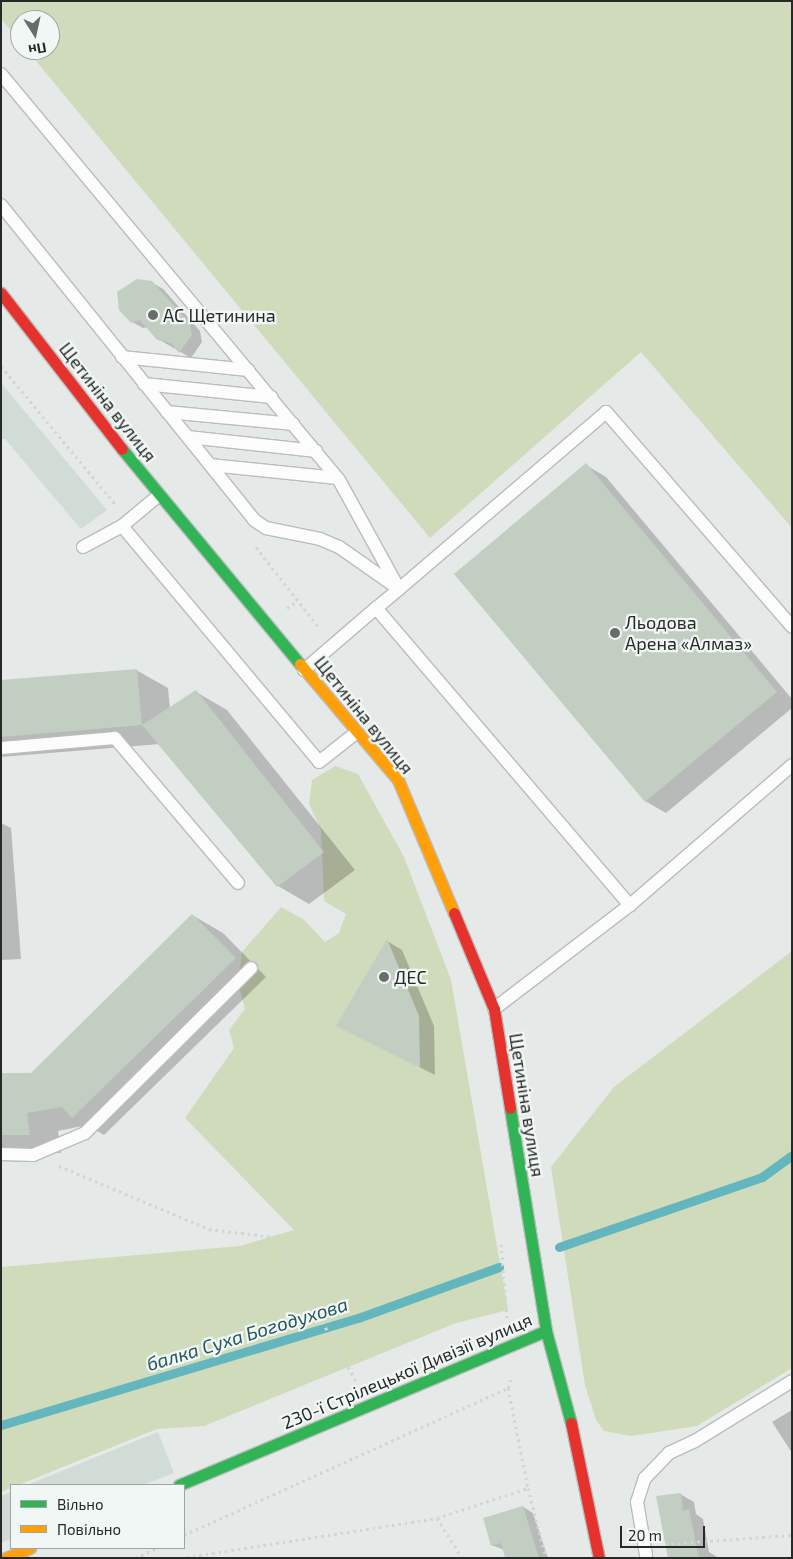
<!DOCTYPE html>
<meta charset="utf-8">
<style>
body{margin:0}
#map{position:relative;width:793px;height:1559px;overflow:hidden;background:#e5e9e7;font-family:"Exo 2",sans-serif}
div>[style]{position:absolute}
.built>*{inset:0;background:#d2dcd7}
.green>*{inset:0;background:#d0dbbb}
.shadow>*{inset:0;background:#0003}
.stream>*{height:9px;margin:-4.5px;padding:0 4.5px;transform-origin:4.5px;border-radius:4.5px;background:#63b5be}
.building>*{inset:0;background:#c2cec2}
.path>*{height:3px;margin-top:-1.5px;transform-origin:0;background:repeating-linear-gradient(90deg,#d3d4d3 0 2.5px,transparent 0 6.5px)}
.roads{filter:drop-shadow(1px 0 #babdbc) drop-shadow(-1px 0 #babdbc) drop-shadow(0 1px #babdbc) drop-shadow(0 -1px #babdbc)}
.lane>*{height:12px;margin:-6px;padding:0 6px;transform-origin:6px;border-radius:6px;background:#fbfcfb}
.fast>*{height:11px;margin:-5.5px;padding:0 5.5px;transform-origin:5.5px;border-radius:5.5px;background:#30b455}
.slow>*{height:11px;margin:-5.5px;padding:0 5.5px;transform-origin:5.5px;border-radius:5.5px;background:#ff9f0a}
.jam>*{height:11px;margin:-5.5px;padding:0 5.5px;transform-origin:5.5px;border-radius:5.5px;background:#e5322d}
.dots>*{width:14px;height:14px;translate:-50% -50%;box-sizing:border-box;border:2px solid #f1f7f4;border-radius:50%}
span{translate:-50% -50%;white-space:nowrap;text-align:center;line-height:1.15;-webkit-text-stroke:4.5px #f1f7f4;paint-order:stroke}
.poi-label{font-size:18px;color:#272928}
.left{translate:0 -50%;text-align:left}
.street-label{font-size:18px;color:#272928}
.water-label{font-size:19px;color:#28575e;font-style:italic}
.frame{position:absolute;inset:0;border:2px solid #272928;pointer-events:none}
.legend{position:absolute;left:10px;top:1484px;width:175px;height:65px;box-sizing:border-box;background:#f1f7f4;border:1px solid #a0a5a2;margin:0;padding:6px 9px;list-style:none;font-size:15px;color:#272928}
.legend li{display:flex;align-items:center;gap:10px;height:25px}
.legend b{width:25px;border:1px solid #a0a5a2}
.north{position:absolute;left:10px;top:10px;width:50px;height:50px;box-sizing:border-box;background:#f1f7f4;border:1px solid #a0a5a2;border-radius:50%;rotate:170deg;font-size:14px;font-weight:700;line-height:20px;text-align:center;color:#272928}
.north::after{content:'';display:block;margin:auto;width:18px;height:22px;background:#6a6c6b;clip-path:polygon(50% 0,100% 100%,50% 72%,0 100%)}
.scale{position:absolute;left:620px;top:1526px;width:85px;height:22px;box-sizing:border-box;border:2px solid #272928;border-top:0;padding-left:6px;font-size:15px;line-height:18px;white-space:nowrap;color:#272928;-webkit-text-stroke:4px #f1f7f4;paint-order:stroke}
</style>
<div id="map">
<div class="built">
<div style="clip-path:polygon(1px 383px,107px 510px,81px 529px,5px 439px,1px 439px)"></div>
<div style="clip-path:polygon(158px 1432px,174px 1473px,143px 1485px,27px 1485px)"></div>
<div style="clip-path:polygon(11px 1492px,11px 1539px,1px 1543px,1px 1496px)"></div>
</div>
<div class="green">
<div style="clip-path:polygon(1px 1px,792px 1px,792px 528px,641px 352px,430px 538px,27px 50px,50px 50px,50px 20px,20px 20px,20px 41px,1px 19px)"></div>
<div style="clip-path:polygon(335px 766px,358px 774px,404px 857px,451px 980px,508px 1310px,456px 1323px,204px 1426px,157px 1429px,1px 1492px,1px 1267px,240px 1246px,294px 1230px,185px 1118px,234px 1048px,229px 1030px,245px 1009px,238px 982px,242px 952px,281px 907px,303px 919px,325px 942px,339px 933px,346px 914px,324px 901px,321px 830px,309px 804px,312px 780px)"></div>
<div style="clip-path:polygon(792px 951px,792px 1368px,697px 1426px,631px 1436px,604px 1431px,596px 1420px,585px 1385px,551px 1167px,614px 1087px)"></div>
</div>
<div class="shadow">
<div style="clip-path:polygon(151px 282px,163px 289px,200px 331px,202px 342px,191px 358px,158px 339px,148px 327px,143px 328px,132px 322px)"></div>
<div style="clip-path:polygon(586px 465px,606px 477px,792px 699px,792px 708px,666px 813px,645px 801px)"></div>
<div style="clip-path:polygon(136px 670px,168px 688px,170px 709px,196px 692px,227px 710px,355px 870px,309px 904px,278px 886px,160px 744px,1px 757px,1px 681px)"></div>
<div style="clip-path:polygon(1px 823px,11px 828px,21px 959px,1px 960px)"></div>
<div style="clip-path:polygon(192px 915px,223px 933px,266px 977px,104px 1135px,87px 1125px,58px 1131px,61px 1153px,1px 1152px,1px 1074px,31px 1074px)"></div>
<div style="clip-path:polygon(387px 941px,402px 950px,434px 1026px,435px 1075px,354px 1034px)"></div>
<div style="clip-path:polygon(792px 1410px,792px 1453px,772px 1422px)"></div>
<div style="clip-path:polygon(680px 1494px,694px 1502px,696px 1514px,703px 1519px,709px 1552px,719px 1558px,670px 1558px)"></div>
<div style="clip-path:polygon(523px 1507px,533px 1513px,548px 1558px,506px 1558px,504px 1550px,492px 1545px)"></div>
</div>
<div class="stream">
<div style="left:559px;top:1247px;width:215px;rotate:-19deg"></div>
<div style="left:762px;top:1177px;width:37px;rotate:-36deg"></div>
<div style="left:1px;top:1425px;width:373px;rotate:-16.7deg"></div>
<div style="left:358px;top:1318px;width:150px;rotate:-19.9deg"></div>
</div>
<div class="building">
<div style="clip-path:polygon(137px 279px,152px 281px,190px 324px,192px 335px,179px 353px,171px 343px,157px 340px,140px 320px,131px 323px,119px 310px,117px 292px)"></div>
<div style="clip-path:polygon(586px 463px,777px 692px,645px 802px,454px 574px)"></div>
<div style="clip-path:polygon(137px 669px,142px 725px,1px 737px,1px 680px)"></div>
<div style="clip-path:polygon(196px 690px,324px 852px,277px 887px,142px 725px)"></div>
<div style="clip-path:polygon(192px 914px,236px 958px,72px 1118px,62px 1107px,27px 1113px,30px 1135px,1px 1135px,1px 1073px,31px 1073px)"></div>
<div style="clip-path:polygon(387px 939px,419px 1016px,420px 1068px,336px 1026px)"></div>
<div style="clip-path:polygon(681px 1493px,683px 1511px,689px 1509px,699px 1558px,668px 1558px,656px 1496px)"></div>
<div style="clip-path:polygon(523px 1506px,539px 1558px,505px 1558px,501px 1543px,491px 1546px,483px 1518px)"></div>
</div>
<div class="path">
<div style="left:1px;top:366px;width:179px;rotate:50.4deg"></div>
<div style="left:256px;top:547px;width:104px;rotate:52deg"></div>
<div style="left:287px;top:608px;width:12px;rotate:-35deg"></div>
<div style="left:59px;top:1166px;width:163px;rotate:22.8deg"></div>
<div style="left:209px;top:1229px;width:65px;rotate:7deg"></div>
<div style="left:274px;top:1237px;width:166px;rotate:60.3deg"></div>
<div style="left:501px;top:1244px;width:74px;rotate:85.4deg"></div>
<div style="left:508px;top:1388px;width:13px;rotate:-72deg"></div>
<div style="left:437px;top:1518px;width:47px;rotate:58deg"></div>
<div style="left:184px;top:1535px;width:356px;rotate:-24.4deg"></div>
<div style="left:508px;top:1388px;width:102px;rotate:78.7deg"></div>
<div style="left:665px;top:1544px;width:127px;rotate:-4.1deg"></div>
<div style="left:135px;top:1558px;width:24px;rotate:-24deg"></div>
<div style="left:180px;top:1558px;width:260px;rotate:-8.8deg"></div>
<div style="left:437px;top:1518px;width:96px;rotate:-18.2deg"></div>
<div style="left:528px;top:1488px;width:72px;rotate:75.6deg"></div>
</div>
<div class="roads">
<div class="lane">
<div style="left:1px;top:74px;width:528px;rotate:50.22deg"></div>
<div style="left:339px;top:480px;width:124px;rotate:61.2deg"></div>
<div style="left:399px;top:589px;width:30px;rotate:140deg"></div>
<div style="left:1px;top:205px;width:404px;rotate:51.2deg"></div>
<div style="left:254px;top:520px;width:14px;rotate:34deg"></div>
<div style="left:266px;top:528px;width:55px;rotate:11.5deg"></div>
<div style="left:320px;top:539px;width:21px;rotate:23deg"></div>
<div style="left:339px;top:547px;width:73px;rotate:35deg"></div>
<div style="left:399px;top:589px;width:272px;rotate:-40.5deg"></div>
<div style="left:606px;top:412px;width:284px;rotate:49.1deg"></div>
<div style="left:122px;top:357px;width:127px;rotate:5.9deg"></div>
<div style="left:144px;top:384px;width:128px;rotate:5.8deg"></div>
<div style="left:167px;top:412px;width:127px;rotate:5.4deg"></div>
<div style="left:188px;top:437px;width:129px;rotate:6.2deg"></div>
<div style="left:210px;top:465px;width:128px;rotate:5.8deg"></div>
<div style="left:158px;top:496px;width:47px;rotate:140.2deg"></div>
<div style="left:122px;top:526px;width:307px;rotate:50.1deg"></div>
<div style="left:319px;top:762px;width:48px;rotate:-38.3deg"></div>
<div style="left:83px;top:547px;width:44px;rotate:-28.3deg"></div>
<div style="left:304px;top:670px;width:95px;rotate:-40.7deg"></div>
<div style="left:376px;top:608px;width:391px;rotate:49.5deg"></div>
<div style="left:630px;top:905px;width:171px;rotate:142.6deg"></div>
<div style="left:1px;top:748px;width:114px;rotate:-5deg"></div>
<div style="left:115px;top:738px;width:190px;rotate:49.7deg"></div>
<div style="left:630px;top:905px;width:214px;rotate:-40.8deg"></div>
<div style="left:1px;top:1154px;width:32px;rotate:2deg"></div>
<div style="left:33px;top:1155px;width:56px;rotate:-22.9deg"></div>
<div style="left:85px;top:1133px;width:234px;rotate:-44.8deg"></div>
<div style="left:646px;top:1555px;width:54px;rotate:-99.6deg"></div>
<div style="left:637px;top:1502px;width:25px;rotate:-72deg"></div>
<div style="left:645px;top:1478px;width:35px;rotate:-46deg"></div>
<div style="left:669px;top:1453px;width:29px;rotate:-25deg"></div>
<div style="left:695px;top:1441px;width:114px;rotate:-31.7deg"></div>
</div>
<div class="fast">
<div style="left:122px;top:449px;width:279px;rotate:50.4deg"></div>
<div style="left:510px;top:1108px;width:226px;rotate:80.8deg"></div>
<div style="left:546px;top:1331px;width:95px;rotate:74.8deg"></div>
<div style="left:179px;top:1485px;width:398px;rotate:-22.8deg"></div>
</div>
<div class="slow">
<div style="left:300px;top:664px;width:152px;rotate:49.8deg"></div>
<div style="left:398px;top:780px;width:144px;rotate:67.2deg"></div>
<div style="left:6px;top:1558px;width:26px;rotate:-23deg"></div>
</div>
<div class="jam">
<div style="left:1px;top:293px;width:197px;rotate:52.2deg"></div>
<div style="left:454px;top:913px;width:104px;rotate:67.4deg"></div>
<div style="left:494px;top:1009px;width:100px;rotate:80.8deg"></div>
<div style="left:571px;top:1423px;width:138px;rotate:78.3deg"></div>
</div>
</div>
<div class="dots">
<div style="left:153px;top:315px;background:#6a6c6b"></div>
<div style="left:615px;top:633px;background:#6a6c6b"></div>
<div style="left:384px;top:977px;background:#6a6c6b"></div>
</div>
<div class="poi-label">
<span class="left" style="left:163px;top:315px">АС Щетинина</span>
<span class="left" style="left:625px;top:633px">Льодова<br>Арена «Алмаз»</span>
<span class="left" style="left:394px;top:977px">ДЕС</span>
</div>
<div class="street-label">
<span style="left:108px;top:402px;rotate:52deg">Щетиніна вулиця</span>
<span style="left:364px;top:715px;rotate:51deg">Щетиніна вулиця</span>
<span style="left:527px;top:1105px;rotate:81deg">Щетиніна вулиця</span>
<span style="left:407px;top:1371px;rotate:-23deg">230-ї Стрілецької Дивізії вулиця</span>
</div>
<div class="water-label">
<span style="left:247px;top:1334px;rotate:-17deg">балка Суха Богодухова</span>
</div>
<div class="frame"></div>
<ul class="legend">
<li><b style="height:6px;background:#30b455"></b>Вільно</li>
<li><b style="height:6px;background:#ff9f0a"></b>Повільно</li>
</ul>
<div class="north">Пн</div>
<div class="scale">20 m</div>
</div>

Exercise description - Lines holding "shadow": copy each one from the records above.

Result of the exercise -
.shadow>*{inset:0;background:#0003}
.roads{filter:drop-shadow(1px 0 #babdbc) drop-shadow(-1px 0 #babdbc) drop-shadow(0 1px #babdbc) drop-shadow(0 -1px #babdbc)}
<div class="shadow">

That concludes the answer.